Friday, April 5, 2013


During Holy Week last week, I found myself reminiscing about my childhood Easter times.  My family attended the First Christian Church in Beaver, PA.  My uncle Leonard was a deacon in the church, and when he passed, my dad was selected to take his place.  On Holy Thursday, our church had the most wonderful service, complete with a tableau of Christ's Last Supper.  I have tried to find a photo of the tableau, but so far have only located a newspaper article about the service.  My dad, Lawrence Peters, portrayed Judas.  The costuming was amazing, and I remember the smell of the spirit gum they used to apply their facial hair. I knew most of these men personally, but when the curtains parted, could barely recognize them.  They sat amazingly still, not blinking and then the curtains closed again. We always had quite a laugh about Daddy being Judas.  I remember he carried a blue satin bag tied with a gold cord, but it was not filled with gold coins but rather jelly beans.  At the end of the evening, Nancy and I were allowed to eat those jelly beans.  And believe me, I loved (and still love) jelly beans.

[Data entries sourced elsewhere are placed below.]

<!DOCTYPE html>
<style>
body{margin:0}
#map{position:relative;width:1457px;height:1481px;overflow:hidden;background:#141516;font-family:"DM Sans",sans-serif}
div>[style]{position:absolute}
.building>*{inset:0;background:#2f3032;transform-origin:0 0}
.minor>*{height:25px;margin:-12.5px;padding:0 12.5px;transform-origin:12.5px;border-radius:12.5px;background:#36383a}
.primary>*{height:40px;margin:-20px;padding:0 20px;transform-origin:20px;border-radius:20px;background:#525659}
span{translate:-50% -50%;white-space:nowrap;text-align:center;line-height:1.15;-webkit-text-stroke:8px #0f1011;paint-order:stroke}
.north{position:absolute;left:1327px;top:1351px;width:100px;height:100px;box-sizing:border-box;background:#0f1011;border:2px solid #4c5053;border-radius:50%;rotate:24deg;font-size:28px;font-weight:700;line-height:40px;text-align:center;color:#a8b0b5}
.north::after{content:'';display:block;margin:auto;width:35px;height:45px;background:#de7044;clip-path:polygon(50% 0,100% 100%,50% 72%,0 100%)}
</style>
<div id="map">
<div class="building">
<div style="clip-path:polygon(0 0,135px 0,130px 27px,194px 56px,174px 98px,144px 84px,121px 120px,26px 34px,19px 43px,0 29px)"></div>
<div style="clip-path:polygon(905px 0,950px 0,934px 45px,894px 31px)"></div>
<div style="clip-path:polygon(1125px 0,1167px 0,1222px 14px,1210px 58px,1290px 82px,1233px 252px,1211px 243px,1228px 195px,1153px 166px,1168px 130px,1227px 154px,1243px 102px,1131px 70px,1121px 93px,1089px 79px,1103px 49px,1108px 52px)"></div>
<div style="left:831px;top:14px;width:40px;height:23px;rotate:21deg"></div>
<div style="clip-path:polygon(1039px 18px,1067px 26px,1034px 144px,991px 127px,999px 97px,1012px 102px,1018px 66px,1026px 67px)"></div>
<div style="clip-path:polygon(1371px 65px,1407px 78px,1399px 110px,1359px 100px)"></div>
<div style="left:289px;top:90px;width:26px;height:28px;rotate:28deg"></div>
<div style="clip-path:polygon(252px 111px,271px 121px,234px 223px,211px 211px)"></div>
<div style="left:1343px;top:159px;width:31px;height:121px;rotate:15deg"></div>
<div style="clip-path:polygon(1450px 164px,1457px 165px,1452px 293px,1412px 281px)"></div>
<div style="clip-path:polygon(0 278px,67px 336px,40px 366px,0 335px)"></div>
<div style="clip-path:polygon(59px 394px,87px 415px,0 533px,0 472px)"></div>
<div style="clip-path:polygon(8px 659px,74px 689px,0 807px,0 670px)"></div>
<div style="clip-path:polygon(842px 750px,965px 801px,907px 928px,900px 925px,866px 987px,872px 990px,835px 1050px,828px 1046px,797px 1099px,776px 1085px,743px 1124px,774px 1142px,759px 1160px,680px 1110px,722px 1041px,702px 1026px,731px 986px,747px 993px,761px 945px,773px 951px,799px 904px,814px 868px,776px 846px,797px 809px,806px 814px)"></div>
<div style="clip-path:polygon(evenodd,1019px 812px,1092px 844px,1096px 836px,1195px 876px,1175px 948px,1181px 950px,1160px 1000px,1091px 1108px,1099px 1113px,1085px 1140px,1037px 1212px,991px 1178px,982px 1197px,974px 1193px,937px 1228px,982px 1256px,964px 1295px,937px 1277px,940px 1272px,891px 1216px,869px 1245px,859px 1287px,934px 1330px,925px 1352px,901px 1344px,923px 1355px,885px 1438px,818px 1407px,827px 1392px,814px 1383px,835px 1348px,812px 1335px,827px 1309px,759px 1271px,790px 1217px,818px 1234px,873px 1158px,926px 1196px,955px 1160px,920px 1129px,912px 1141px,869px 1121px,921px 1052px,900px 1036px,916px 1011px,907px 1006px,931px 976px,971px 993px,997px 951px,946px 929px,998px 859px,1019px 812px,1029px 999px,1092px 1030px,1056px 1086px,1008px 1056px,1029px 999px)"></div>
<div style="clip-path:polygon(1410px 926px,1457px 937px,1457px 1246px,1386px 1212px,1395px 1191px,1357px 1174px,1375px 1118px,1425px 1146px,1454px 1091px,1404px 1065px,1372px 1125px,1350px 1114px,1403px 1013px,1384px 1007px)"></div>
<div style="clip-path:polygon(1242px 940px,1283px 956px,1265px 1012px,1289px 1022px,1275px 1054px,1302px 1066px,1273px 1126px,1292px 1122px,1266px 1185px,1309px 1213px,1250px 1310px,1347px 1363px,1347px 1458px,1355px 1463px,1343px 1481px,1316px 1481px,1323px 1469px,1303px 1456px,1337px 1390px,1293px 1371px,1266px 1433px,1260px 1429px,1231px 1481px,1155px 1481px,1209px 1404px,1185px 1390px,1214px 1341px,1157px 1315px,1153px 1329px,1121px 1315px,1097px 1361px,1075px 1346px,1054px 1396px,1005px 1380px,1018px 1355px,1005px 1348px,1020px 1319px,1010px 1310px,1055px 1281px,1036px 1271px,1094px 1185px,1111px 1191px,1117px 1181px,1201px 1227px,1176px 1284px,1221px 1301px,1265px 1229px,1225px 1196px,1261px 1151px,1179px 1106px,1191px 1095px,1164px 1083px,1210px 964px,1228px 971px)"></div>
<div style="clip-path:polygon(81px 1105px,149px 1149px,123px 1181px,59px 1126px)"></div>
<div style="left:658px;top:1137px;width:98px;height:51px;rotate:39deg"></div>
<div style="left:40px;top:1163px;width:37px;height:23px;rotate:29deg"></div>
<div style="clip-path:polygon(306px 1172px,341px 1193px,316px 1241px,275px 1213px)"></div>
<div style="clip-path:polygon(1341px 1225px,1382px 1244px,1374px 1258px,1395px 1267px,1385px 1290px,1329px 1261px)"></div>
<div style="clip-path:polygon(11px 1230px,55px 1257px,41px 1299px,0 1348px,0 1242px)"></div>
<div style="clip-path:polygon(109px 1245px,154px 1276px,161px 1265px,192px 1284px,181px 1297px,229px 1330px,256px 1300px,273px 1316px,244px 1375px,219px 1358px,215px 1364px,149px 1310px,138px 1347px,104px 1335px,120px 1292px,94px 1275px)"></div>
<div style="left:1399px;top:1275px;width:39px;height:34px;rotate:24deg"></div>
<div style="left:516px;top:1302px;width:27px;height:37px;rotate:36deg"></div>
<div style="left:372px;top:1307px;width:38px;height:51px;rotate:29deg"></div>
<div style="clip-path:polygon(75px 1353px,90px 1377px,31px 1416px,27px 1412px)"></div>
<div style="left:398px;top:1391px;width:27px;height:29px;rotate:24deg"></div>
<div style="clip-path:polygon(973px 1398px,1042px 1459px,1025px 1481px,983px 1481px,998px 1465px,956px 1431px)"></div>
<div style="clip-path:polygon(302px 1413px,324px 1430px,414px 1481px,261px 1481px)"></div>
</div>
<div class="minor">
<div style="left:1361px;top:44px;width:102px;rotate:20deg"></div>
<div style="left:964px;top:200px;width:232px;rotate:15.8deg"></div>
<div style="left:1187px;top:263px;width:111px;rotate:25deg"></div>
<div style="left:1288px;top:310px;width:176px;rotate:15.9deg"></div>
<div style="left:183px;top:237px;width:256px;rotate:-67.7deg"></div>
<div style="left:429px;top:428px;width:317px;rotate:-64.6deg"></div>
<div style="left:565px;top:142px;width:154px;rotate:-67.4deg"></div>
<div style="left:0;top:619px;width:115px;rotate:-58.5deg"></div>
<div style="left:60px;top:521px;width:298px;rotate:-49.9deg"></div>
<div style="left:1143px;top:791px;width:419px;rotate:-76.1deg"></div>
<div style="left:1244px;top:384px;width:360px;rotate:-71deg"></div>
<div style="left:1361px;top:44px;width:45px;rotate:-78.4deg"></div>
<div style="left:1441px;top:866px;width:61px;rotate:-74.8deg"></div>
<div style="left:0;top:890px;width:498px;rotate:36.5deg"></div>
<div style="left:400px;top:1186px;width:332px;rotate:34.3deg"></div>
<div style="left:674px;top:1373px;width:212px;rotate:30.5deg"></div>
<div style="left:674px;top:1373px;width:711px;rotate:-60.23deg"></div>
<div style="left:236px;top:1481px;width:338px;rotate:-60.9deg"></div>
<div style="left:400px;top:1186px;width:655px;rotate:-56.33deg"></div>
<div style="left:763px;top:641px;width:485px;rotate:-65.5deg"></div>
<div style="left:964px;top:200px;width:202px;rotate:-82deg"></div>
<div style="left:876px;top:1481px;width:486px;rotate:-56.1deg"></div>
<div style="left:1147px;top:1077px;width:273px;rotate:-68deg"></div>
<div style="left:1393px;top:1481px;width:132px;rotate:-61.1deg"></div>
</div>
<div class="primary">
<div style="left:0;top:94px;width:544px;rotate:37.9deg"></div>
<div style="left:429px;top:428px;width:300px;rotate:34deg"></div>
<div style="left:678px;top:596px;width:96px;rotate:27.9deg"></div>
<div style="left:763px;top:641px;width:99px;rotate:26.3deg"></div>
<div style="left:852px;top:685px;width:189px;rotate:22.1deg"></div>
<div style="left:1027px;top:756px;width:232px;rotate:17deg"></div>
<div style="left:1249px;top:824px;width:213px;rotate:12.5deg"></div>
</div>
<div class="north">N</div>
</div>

Good Friday was a very somber day in our house.  Grandma lived with us, and didn't allow us to play during the hours from Noon to three when Christ suffered on the cross.  We were allowed to sit and read a book, but no play.  My dad worked for the Post Office, and you may find this hard to believe, but he came home between noon and 3, and did not carry mail at that time.  The government at that time recognized that this was truly a Holy time.  We never at meat on Friday during Lent.  One of my favorite meals as a kid was when we made Creamed Dried Beef with Mashed Potatoes.  My grandma added a little Worcestershire sauce and cut-up hard boiled eggs to the creamed beef.  During Lent, she would make just the creamed eggs (no dried beef).  I loved this Lenten meal.  Aunt Ethel and Uncle Virg would come down on Saturday, and I loved spending time with my cousins, Larry and Trudy.  They would stay over and all of us kids slept on the living room floor. My Aunt Betty lived next door, and the adults played Pinochle til midnight.  Easter morning, the ladies went to sunrise service, and then we had a big breakfast when they came home.  How I long for those times, but the memories are sweet.